I felt deficient, not being able to relate how our family was impacted by the Jewish people’s biggest tragedy. All I had ever been told was that things were bad in the old country and that my great-grandparents were fortunate to get out of Belarus, Ukraine and Romania – areas hit especially hard by the Holocaust – in time. No one knew anything about relatives who stayed behind.
So I started looking for a name I could mourn. When I started my search, all I knew about my great-grandmother Tillie (née Rozin) Isenberg was that she and an older sister had emigrated from somewhere in Belarus around 1912 as teenagers and had an older brother who also got out at some point. Fortunately, that was enough to answer an online query posted in 2005 from a long-lost cousin wondering if any of his great-grandfather’s siblings had survived the war. He had hired a Russian researcher to dig up family records, which among other things supplied the name of their shtetl: Chausy, in the Mogilev region of Belarus. One day in October 1941, the Jews of Chausy were told to pack their bags for relocation to the nearby village of Dranukha, just as the Jews of Dranukha were tricked into thinking they were moving to Chausy. The next day, when the two groups met up near a small woods, they were massacred. I felt in my bones that I was related to some of the victims buried in that pit.

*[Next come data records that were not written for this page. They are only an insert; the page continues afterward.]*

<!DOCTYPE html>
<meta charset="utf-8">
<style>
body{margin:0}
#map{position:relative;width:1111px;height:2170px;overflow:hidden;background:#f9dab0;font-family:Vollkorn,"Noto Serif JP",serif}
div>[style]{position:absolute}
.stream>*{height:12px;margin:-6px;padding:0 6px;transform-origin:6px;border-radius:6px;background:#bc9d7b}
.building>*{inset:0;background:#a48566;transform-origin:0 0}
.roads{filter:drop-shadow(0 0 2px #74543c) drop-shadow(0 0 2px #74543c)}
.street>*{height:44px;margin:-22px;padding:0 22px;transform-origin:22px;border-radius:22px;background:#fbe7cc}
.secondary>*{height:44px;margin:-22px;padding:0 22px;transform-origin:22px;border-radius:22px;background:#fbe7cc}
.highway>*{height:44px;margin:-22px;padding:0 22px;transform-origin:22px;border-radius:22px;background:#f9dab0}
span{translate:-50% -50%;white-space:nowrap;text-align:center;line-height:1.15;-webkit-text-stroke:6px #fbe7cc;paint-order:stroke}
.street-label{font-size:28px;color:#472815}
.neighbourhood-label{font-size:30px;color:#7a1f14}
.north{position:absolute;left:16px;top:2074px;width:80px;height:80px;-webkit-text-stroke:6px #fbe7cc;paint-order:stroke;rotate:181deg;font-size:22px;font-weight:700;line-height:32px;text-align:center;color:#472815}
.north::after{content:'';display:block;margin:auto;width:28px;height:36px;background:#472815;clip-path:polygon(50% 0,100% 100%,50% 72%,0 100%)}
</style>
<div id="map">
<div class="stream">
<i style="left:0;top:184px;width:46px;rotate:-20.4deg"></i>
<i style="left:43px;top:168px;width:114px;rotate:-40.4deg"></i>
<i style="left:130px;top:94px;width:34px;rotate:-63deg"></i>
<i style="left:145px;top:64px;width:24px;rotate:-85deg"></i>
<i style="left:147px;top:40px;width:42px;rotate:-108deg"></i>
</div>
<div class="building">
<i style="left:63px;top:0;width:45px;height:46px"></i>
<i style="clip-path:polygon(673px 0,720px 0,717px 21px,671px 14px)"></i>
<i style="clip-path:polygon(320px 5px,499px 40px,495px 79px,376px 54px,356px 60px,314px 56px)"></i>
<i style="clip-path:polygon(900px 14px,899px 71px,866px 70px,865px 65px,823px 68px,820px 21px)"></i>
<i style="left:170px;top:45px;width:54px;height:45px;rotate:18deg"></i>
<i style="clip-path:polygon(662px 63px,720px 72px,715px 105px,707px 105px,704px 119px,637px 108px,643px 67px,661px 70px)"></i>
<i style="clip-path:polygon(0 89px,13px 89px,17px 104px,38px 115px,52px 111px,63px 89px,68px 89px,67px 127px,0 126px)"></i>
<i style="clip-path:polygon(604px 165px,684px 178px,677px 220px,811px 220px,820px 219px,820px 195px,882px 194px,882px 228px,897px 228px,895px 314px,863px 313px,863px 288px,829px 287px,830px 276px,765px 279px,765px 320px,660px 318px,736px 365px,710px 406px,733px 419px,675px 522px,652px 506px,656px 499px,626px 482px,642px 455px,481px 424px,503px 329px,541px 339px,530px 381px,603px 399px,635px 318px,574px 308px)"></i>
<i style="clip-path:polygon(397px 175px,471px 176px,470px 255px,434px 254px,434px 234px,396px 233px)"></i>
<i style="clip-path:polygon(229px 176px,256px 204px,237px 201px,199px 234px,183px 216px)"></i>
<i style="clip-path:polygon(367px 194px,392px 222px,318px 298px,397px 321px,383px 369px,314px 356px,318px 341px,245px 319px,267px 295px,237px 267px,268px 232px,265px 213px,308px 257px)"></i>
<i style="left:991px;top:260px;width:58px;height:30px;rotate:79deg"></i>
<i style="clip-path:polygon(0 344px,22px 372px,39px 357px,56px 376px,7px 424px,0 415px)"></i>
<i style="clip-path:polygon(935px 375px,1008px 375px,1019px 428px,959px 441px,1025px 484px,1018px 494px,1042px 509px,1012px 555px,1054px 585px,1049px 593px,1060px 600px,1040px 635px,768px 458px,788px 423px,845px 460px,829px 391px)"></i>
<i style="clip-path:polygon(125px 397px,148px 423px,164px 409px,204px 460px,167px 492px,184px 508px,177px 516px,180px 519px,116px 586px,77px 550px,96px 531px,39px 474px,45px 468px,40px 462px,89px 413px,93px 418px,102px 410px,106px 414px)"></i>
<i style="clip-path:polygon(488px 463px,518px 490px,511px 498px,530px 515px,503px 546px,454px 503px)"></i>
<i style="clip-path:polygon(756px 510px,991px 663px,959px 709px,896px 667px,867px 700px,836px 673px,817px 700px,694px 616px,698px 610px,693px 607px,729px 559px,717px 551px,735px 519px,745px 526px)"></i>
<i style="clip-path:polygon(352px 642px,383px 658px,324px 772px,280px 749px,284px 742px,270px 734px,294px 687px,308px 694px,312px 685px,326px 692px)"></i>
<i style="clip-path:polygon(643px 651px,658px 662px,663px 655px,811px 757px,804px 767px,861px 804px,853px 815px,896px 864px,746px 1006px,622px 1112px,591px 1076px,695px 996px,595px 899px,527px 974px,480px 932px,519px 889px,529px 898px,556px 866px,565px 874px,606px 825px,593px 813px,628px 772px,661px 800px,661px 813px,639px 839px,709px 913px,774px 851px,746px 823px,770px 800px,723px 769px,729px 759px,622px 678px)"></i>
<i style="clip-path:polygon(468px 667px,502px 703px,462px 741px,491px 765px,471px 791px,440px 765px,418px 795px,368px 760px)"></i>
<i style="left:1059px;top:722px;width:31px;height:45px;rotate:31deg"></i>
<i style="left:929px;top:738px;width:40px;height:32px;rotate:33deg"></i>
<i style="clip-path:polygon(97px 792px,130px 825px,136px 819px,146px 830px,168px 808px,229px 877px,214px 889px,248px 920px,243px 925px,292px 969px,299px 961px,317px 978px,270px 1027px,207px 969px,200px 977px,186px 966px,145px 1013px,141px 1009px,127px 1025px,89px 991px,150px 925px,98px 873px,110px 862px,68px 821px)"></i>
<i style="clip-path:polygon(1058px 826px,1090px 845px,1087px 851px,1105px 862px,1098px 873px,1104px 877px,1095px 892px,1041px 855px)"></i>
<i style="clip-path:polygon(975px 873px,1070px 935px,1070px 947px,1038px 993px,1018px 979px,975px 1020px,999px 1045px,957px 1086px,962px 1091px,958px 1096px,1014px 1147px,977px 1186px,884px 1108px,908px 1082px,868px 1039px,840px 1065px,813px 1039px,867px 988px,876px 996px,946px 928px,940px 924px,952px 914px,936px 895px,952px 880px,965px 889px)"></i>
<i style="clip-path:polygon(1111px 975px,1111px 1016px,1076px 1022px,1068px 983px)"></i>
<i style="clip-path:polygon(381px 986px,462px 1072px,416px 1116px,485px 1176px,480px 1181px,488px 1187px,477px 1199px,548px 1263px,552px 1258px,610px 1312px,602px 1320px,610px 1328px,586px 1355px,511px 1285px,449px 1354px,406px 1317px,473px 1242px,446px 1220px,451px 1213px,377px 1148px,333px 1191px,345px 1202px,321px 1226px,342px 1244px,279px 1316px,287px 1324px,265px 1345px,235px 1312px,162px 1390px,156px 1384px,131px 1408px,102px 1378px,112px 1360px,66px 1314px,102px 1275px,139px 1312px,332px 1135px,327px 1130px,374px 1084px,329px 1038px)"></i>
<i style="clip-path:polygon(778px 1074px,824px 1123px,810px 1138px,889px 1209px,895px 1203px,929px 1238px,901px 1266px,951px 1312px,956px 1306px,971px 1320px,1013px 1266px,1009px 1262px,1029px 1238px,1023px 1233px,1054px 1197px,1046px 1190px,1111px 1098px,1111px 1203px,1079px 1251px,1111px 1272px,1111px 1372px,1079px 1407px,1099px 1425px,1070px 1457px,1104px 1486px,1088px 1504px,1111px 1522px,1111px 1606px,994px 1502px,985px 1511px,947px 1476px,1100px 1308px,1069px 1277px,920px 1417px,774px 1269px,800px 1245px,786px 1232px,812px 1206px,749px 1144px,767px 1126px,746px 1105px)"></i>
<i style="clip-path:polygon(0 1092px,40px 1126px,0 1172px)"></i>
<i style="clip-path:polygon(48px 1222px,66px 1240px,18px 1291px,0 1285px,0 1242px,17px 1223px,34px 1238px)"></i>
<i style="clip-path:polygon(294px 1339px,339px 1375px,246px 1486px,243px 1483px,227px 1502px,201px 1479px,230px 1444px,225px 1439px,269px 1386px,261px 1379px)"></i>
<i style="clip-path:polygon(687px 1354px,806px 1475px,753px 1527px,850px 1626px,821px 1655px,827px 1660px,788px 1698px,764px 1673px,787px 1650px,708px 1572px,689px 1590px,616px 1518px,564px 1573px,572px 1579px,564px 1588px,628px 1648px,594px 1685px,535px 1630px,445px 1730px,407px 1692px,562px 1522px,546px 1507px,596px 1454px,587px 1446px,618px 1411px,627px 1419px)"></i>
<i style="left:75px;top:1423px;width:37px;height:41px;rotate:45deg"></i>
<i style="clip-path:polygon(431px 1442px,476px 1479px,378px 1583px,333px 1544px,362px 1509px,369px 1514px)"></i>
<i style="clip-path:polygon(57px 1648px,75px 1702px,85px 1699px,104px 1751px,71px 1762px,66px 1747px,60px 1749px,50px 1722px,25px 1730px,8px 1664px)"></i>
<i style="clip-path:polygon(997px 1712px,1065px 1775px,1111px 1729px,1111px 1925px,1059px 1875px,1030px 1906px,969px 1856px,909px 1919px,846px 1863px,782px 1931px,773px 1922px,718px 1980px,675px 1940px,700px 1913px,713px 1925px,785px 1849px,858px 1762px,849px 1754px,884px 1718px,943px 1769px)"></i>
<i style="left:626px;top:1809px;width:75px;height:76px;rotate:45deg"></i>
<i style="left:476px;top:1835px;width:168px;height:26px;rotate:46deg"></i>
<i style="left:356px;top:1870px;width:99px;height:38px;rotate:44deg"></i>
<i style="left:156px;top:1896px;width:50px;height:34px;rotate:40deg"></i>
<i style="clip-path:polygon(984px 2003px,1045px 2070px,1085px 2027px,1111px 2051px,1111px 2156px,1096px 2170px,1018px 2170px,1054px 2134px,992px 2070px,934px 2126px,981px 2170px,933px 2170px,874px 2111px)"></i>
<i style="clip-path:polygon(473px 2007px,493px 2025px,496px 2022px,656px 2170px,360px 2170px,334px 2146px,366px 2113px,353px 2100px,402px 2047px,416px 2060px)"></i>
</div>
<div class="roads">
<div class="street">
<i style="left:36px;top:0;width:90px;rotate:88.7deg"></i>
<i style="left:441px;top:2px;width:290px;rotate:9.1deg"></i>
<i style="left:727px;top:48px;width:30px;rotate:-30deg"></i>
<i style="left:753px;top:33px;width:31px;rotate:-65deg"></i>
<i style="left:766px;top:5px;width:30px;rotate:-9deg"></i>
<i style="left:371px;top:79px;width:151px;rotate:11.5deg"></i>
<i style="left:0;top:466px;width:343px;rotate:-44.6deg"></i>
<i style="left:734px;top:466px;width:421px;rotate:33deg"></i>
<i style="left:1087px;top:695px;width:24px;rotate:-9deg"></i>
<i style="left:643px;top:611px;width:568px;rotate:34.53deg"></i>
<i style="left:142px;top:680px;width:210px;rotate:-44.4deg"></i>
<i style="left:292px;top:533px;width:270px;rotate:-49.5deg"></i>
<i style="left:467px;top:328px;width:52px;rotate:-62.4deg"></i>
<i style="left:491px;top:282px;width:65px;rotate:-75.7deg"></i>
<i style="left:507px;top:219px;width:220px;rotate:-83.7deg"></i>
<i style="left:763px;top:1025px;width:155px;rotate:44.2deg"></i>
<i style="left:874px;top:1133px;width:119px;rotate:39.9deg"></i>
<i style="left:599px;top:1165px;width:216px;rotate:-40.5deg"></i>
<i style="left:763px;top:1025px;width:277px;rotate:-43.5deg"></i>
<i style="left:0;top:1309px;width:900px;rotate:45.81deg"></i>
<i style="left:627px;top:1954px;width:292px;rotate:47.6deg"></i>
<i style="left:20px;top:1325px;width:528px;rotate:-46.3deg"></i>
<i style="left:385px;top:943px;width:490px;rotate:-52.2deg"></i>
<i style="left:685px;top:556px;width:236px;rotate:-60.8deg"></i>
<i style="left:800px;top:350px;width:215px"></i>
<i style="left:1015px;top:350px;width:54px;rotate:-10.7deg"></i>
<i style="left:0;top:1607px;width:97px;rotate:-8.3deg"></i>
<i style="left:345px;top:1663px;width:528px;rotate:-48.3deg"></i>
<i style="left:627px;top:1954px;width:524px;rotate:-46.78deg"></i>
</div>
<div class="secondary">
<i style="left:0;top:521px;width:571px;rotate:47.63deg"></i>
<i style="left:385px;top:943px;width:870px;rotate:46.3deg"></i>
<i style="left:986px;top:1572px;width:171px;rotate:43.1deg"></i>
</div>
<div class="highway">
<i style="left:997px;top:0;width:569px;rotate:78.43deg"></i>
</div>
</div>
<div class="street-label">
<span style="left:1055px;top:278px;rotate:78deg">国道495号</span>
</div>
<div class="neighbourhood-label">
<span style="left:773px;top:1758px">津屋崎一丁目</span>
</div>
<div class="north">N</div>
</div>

And yet, I despaired that I might never have proof. I eventually determined that the only family members still alive in 1941 were my great-grandmother’s two youngest sisters, Zina and Esfira. But because I didn’t know their married names, I couldn’t find anything definitive about their fate in various Holocaust databases. Then, my father’s cousin sent me an old family photo. There was Russian writing on the back of one copy, Yiddish on another. The mother in the photo looked like an older version of Zina. Translations confirmed this and revealed the first names of Zina’s family, including her husband, Tane.
But still there was no last name.
Next, I reviewed a 2007 interview with my 90-year-old grandmother. Crucially, while she knew nothing about the fate of her aunts in Belarus, she recalled her mother talking often of Ziska. That made all the difference. Through Yad Vashem’s online database, I found Zisya Levikova, a sales worker, on a list of those shot in Chausy in 1941. The list also included her husband, Tolya, and their two youngest children. Zisya was Ziska and Tolya was surely Tane. I finally had a name!
I wanted to simultaneously jump for joy, curl up into a ball and smash something. Finding out Zisya’s married name led to the online discovery of two letters written in 1947 by a brother-in-law describing how he was the family’s sole survivor. Reading his mention of “Tanfel’s wife” gave me chills.
Now I’ve told my children, ages 10 and 14, about Zisya. Being related to at least one victim humanizes the number six million. Having a Holocaust name to mourn helps them understand what intolerance can breed. This Yom ha-Shoah, my family will start lighting a memorial candle for my great-aunt Zisya (née Rozin) Levikova (1902-1941) and her family (including her sister Esfira, who was likely killed in Poland in 1942) to make sure they are never forgotten.
David Minkow lives on Vancouver Island.